The Right to Prayer (6 of 6) by Daniel Rodgers
This content is part of a series.The Right to Prayer (6 of 6)
Series: Understanding and Practicing Prayer
I John 1:8-9, 2:1-2
1. This evening I will conclude our study on the theme, "Understanding and Practicing Prayer." We have talked about the place of prayer, the repetition, the answers, the yielding, and the entrance to prayer. Tonight, we will consider "The Right to Prayer."
2. The truth of the matter is that without Jesus, we have no right or entitlement to prayer. We have all heard the statement, "It is a God-given right." We have no rights except those given to us by God:
a. The air we breathe, the food we enjoy and the clothes we wear are all because of God's benevolent and gracious mercy to us.
1) 1 Tim. 6:17, "Charge them that are rich in this world, that they be not highminded, nor trust in uncertain riches, but in the living God, who giveth us richly all things to enjoy."

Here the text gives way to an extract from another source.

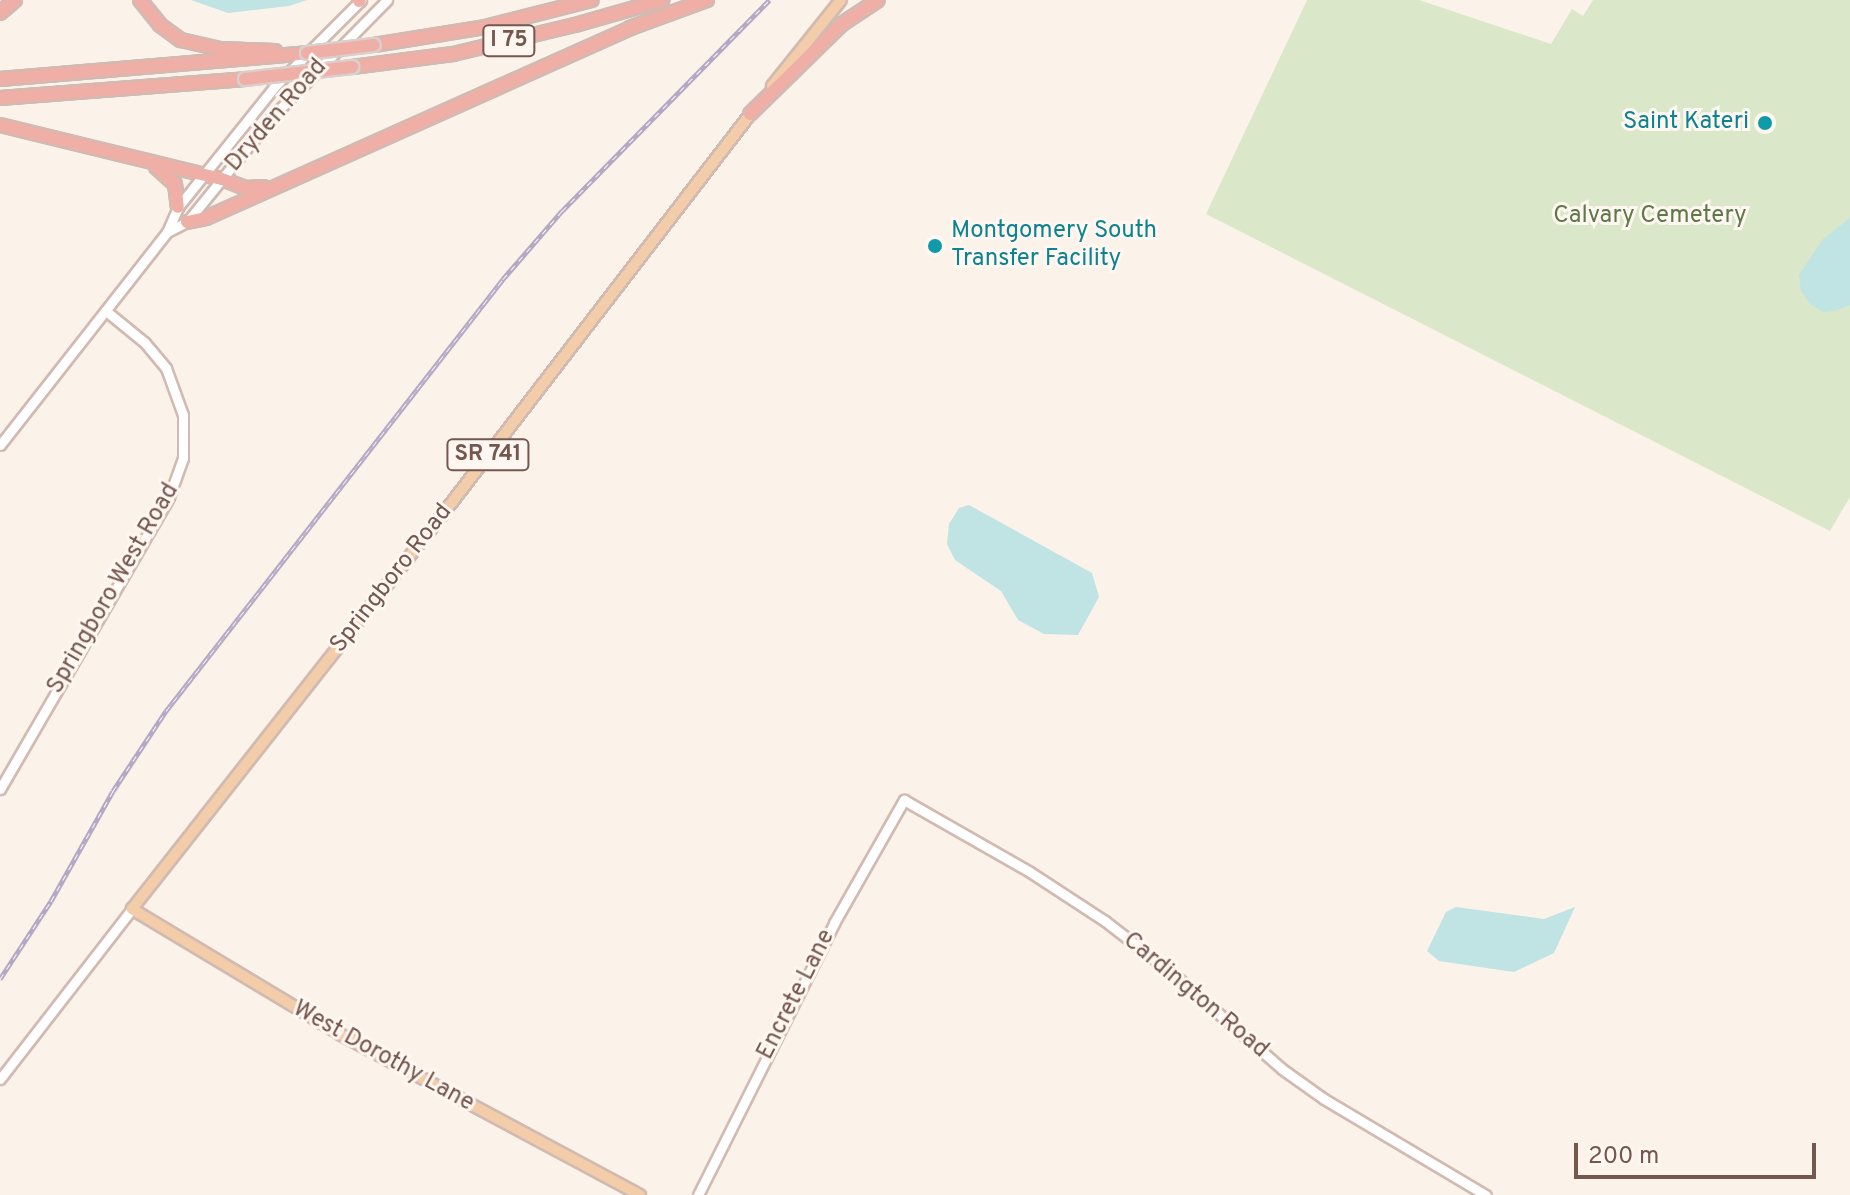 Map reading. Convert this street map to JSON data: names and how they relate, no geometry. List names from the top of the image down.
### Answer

3. All humans, saved and unsaved, enjoy the blessings that come with citizenship on planet earth. Matthew 5:45, "For He maketh his sun to rise on the evil and on the good, and sendeth rain on the just and on the unjust."
a. However, there are certain things enjoyed by Christians that the world is not privileged to have:
1) The promise of protection, the promise to provide, a fellowship with God through Jesus Christ, answered prayer, an eternal home, guidance and direction - and much, much more.
4. As we think about our message this evening, we understand that right to prayer - the entitlement, the privilege, if you will, involves quite a few things. Let me give you three points to consider:
I. OUR RIGHT TO PRAYER COMES AT GREAT EXPENSE
1. There is no doubt in my mind that our right to prayer is often taken for granted. Why? Because we forget what it cost - the expense of it.
a. 2 Cor. 8:9, "For ye know the grace of our Lord Jesus Christ, that, though he was rich, yet for your sakes he became poor, that ye through his poverty might be rich."